Your output should consist of the lines from the first line of the records below through the one with "height:14px; margin:-7px; padding:0", exactly, minus the pictures.

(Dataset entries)

Segment Open

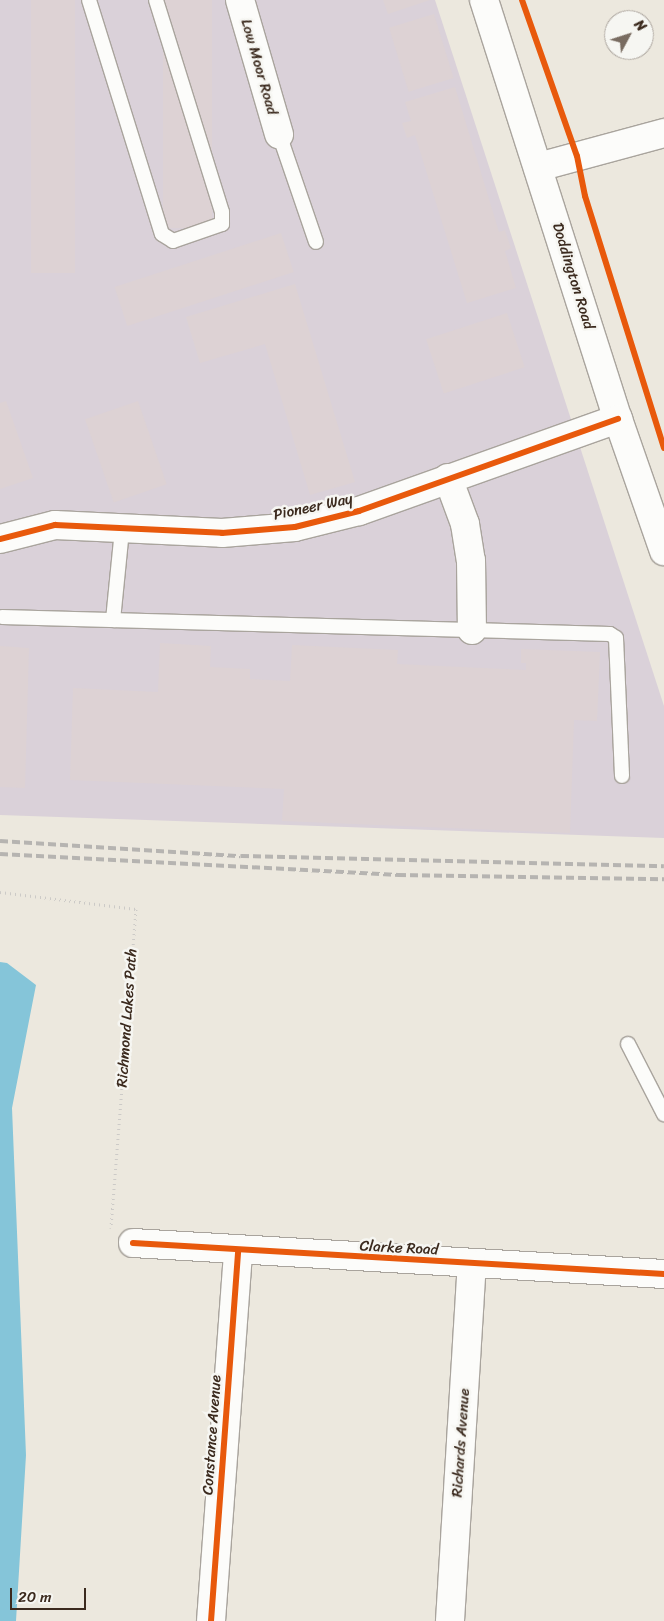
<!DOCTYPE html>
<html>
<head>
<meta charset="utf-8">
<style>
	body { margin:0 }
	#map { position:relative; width:664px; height:1621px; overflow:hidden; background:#ece8de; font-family:Sriracha,sans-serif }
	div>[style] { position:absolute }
	.industrial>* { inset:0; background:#dad1d9 }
	.water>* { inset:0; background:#85c5d9 }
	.building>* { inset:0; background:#ddd2d4; transform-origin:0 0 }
	.path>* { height:3px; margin-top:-1.5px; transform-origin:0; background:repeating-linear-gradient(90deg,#cccac7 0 1px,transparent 0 5px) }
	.roads { filter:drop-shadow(1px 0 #a9a49d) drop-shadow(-1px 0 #a9a49d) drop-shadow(0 1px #a9a49d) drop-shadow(0 -1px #a9a49d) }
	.lane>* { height:14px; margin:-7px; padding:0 7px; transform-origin:7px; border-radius:7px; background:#fcfcfa }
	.street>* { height:28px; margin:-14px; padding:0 14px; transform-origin:14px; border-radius:14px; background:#fcfcfa }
	.secondary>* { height:28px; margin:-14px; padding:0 14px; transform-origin:14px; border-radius:14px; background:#fcfcfa }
	.rail>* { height:4px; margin-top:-2px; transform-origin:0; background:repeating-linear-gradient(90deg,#b6b4b1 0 8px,transparent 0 12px) }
	.cycleway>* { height:6px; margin:-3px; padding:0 3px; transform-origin:3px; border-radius:3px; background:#e8590c }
	span { translate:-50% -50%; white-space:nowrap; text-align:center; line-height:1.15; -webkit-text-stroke:5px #f6f6f2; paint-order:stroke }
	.street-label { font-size:15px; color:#3b2a1e }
	.north { position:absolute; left:604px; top:10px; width:50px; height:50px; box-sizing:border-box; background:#f6f6f2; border:1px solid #aba49d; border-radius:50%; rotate:50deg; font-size:14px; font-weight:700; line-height:20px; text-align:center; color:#3b2a1e }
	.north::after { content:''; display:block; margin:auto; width:18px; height:22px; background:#796c61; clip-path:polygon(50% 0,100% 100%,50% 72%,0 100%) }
	.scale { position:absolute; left:10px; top:1588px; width:76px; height:22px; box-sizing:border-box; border:2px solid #3b2a1e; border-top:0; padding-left:6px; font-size:15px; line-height:18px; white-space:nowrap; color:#3b2a1e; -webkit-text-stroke:4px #f6f6f2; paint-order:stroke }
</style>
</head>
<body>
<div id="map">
	<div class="industrial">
		<i style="clip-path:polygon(0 0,435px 0,664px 706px,664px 838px,0 815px)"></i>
	</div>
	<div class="water">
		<i style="clip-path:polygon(0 962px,7px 963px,36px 985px,12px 1108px,26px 1455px,16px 1621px,0 1621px)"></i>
	</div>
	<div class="building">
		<i style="left:31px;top:0;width:44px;height:273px"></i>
		<i style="left:163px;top:0;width:49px;height:228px"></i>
		<i style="clip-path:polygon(383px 0,430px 0,388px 14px)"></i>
		<i style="left:434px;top:14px;width:67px;height:47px;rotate:73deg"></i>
		<i style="clip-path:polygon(455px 87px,499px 232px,505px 230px,511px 248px,505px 251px,516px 288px,467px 303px,415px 135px,407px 138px,402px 123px,411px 121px,405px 102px)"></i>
		<i style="left:281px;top:233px;width:41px;height:175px;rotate:72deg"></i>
		<i style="clip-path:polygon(295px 284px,355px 482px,310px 495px,265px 344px,200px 363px,186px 317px)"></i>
		<i style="left:507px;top:313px;width:57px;height:85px;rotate:72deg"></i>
		<i style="clip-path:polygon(6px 401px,33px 478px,0 489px,0 403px)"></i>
		<i style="left:138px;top:401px;width:88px;height:56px;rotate:71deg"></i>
		<i style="clip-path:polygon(160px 643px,211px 646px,210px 667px,250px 669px,250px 679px,290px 681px,292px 645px,398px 650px,397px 664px,526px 670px,526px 663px,521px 663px,521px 649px,600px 652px,597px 721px,574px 720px,570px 833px,282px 821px,284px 789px,70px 780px,73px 688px,158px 692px)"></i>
		<i style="clip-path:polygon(0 646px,29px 648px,25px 788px,0 787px)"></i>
	</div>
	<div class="path">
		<i style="left:0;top:892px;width:137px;rotate:7.1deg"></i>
		<i style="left:136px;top:909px;width:320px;rotate:94.5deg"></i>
	</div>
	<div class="roads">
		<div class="lane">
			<i style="left:89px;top:0;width:245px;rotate:72.7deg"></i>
			<i style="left:162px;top:234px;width:13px;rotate:32deg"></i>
			<i style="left:173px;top:241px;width:52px;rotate:-19.1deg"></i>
			<i style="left:222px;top:224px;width:12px;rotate:-90deg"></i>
			<i style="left:222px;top:212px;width:222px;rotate:-107.3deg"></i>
			<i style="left:279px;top:134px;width:114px;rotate:71.1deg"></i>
			<i style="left:2px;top:617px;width:608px;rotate:1.6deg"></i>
			<i style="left:610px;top:634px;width:7px;rotate:34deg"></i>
			<i style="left:616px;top:638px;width:138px;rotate:87.5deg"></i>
			<i style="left:113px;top:620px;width:90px;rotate:-84.3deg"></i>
			<i style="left:628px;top:1044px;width:79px;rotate:62.8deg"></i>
		</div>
		<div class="street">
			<i style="left:240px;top:0;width:140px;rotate:73.8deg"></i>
			<i style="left:538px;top:167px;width:131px;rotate:-15.1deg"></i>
			<i style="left:448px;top:478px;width:49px;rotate:69.7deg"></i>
			<i style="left:465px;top:524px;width:36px;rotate:81deg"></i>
			<i style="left:471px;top:560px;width:70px;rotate:89.2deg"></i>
			<i style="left:0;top:539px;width:57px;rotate:-14.3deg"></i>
			<i style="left:55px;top:525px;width:167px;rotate:2.7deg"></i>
			<i style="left:222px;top:533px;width:73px;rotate:-4.7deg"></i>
			<i style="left:295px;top:527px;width:66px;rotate:-14deg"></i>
			<i style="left:359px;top:511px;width:275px;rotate:-19.6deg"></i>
			<i style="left:133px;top:1243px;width:532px;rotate:3.34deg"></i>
			<i style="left:211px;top:1621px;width:371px;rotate:-85.8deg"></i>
			<i style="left:450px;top:1621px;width:357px;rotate:-86.5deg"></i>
		</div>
		<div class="secondary">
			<i style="left:484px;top:0;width:440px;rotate:72.3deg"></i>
			<i style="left:618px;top:419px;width:140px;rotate:70.8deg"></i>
		</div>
	</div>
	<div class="rail">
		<i style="left:0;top:841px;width:241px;rotate:3.6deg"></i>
		<i style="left:241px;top:856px;width:423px;rotate:1.4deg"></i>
		<i style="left:0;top:854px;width:399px;rotate:3deg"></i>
		<i style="left:398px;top:875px;width:266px;rotate:0.9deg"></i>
	</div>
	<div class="cycleway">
		<i style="left:522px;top:0;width:165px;rotate:70.6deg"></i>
		<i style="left:577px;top:156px;width:41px;rotate:78.7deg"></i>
		<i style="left:585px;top:196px;width:264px;rotate:72.6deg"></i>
		<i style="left:0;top:539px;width:57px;rotate:-14.3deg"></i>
		<i style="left:55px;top:525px;width:167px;rotate:2.7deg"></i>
		<i style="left:222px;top:533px;width:73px;rotate:-4.7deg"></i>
		<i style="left:295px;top:527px;width:66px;rotate:-14deg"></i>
		<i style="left:359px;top:511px;width:275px;rotate:-19.6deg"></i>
		<i style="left:133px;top:1243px;width:532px;rotate:3.34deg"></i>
		<i style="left:211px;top:1621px;width:371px;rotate:-85.8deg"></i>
	</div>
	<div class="street-label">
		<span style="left:259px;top:67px;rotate:74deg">Low Moor Road</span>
		<span style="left:573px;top:276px;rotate:73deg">Doddington Road</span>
		<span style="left:313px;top:507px;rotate:-12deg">Pioneer Way</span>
		<span style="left:127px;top:1018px;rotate:-86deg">Richmond Lakes Path</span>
		<span style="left:399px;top:1248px;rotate:3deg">Clarke Road</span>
		<span style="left:212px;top:1435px;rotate:-86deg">Constance Avenue</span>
		<span style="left:461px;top:1443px;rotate:-86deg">Richards Avenue</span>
	</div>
	<div class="north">N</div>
	<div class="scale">20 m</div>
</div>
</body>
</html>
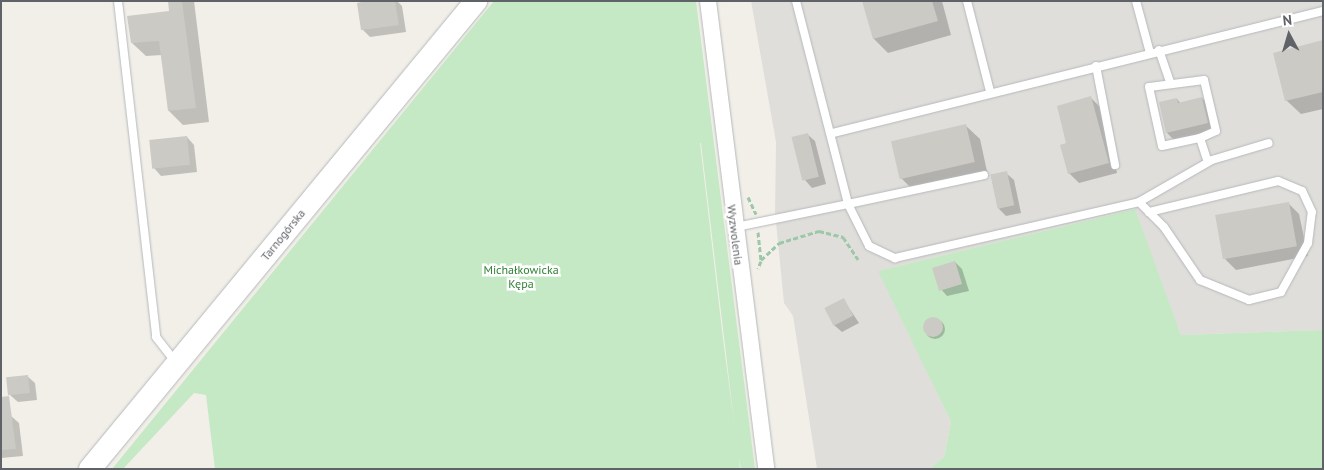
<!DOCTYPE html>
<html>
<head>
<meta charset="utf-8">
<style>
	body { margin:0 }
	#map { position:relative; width:1324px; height:470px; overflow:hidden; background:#f1efe8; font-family:"PT Sans",sans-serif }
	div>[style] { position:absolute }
	.industrial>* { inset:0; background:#e0deda }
	.green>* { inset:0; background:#c5e8c5 }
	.shadow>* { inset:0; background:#0003 }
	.round { border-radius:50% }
	.building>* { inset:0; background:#cccac5; transform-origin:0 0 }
	.path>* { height:3px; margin-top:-1.5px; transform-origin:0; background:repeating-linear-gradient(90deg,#9cc7a9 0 5px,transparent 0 7.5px) }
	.roads { filter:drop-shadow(0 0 1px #b5b8bc) drop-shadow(0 0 1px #b5b8bc) }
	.lane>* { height:8px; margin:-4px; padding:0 4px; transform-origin:4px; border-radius:4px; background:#fff }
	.street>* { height:16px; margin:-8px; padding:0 8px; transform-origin:8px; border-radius:8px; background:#fff }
	.secondary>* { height:22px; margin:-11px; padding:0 11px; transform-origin:11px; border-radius:11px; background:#fff }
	span { translate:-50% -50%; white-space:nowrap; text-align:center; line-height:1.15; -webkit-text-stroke:5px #fff; paint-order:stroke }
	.street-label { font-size:12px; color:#5f6368 }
	.park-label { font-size:12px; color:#348238 }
	.frame { position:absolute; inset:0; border:2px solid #5f6368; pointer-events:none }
	.north { position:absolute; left:1264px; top:10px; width:50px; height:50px; -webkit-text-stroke:4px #fff; paint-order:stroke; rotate:354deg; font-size:14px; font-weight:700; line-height:20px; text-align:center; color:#5f6368 }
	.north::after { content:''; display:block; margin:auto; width:18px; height:22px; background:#5f6368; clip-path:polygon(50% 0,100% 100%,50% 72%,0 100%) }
</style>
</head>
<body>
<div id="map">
	<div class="industrial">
		<i style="clip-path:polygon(751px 1px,1323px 1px,1323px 330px,1181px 335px,1134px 209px,879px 271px,951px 422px,944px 457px,929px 469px,817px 469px,793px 316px,784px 303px,775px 212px,776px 142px)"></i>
	</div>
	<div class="green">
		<i style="clip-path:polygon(evenodd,494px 1px,696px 1px,755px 469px,741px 469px,739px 459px,740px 469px,215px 469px,206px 395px,194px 393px,123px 469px,112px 469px,494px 1px,700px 143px,701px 143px,735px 430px,723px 339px,700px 143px)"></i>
		<i style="clip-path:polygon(1135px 209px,1181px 335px,1323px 330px,1323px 469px,929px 469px,944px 457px,951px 422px,878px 271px)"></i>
	</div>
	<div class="shadow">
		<i style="clip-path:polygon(169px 1px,194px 1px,209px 122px,183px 125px,169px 111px,162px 55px,146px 56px,132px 43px,170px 12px)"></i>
		<i style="clip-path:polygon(374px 1px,397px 1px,402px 6px,406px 32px,370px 37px,362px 29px)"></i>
		<i style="clip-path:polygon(863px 1px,942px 1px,951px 35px,888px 53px,874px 39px)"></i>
		<i style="clip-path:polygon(1323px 42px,1323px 109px,1301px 114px,1286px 100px)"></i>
		<i style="clip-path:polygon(1091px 98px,1100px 107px,1117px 173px,1079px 183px,1069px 173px)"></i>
		<i style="clip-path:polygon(1202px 98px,1213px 109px,1219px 134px,1178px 144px,1167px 133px,1177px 99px,1181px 104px)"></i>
		<i style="clip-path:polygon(965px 125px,980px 139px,988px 176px,915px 192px,901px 178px)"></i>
		<i style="clip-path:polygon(807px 134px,815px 141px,826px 184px,812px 188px,805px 180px)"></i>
		<i style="clip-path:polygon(187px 137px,194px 145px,197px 172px,161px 176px,154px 168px)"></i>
		<i style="clip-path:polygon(1006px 173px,1014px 180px,1021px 213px,1006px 216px,999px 209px)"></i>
		<i style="clip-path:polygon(1288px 203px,1299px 214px,1308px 256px,1236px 270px,1225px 259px)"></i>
		<i style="clip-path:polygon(955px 262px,962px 269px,969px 291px,947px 296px,940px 288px)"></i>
		<i style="clip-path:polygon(843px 299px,859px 323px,842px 332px,834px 325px)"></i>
		<i class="round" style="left:925px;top:319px;width:20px;height:20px"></i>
		<i style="clip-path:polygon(27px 376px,35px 383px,37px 400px,18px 402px,10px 395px)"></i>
		<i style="clip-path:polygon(11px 416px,19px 423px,23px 456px,1px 458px,1px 417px)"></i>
	</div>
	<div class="building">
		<i style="clip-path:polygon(168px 1px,182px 1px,196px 108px,168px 111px,159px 41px,131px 43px,127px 16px,169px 11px)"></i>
		<i style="clip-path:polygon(366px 1px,395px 1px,399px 25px,361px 30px,357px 3px)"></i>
		<i style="clip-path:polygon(862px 1px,932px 1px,938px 21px,873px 39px)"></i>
		<i style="clip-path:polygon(1323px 40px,1323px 92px,1285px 101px,1273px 53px)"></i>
		<i style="clip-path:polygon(1091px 96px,1109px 163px,1068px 174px,1060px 145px,1066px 143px,1057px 106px)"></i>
		<i style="clip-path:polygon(1202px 97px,1208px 123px,1166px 133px,1159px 102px,1177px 98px,1178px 103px)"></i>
		<i style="left:966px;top:124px;width:39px;height:77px;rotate:77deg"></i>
		<i style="left:808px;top:133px;width:45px;height:17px;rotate:76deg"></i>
		<i style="left:187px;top:136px;width:29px;height:38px;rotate:84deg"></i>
		<i style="left:1007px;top:171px;width:35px;height:17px;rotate:78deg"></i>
		<i style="left:1289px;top:202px;width:45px;height:75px;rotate:80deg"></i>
		<i style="left:955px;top:261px;width:24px;height:24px;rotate:73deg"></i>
		<i style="left:844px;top:298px;width:20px;height:22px;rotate:63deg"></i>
		<i class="round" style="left:923px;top:317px;width:20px;height:20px"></i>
		<i style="left:28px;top:375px;width:18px;height:22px;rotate:84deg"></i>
		<i style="clip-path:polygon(9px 396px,16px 449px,1px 450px,1px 397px)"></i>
	</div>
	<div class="path">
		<i style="left:748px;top:197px;width:19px;rotate:65deg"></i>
		<i style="left:758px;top:232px;width:29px;rotate:84deg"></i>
		<i style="left:761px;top:261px;width:8px;rotate:113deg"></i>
		<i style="left:761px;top:260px;width:25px;rotate:-43deg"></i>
		<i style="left:779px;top:243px;width:42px;rotate:-16.7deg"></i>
		<i style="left:819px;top:231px;width:25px;rotate:14deg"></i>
		<i style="left:843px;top:237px;width:27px;rotate:56deg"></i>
	</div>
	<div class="roads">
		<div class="lane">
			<i style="left:118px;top:1px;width:338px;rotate:83.5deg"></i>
			<i style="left:156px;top:337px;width:31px;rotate:52deg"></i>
			<i style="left:796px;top:1px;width:210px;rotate:75.6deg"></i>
			<i style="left:848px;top:204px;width:139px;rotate:-12deg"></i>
			<i style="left:967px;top:1px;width:93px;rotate:75.7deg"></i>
			<i style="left:1136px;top:1px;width:54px;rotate:74.9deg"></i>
			<i style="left:1159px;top:50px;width:36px;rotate:71deg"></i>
			<i style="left:1096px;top:66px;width:101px;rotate:79.1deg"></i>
			<i style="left:833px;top:133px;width:505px;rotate:-13.98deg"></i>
			<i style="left:1200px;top:138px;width:17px;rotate:-24deg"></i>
			<i style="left:1216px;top:131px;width:52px;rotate:-103.2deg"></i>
			<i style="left:1204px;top:80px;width:55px;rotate:172.7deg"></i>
			<i style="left:1149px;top:87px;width:60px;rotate:77.6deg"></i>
			<i style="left:1162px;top:146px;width:39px;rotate:-12deg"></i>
			<i style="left:1200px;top:138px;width:25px;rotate:72deg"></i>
			<i style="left:1139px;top:202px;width:35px;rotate:45deg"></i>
			<i style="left:1164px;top:227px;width:64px;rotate:55.8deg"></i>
			<i style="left:1200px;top:280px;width:53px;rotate:22.2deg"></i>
			<i style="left:1249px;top:300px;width:33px;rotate:-14deg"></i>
			<i style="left:1281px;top:292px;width:56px;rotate:-61.1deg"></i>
			<i style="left:1308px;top:243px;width:31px;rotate:-83deg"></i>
			<i style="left:1312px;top:212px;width:23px;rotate:-115deg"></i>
			<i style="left:1302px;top:191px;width:26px;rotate:-157deg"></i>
			<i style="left:1278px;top:181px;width:133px;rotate:166.5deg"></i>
			<i style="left:736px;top:227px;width:114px;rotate:-11.6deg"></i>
			<i style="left:848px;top:204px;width:47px;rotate:63.4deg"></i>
			<i style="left:869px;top:246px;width:29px;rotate:25deg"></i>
			<i style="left:895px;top:258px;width:250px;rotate:-12.9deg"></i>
			<i style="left:1139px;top:202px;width:84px;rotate:-29.9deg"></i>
			<i style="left:1212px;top:160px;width:59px;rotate:-16.6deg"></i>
		</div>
		<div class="street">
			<i style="left:708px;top:1px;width:472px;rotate:82.9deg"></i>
		</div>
		<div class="secondary">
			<i style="left:90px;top:469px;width:607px;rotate:-50.48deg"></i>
		</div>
	</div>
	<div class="street-label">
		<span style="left:283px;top:235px;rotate:-51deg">Tarnogórska</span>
		<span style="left:735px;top:235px;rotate:83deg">Wyzwolenia</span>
	</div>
	<div class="park-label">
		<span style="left:521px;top:277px">Michałkowicka<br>Kępa</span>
	</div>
	<div class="frame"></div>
	<div class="north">N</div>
</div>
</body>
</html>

Segment Closed

_TASK SOLUTION_
<!DOCTYPE html>
<html>
<head>
<meta charset="utf-8">
<style>
	body { margin:0 }
	#map { position:relative; width:664px; height:1621px; overflow:hidden; background:#ece8de; font-family:Sriracha,sans-serif }
	div>[style] { position:absolute }
	.industrial>* { inset:0; background:#dad1d9 }
	.water>* { inset:0; background:#85c5d9 }
	.building>* { inset:0; background:#ddd2d4; transform-origin:0 0 }
	.path>* { height:3px; margin-top:-1.5px; transform-origin:0; background:repeating-linear-gradient(90deg,#cccac7 0 1px,transparent 0 5px) }
	.roads { filter:drop-shadow(1px 0 #a9a49d) drop-shadow(-1px 0 #a9a49d) drop-shadow(0 1px #a9a49d) drop-shadow(0 -1px #a9a49d) }
	.lane>* { height:14px; margin:-7px; padding:0 7px; transform-origin:7px; border-radius:7px; background:#fcfcfa }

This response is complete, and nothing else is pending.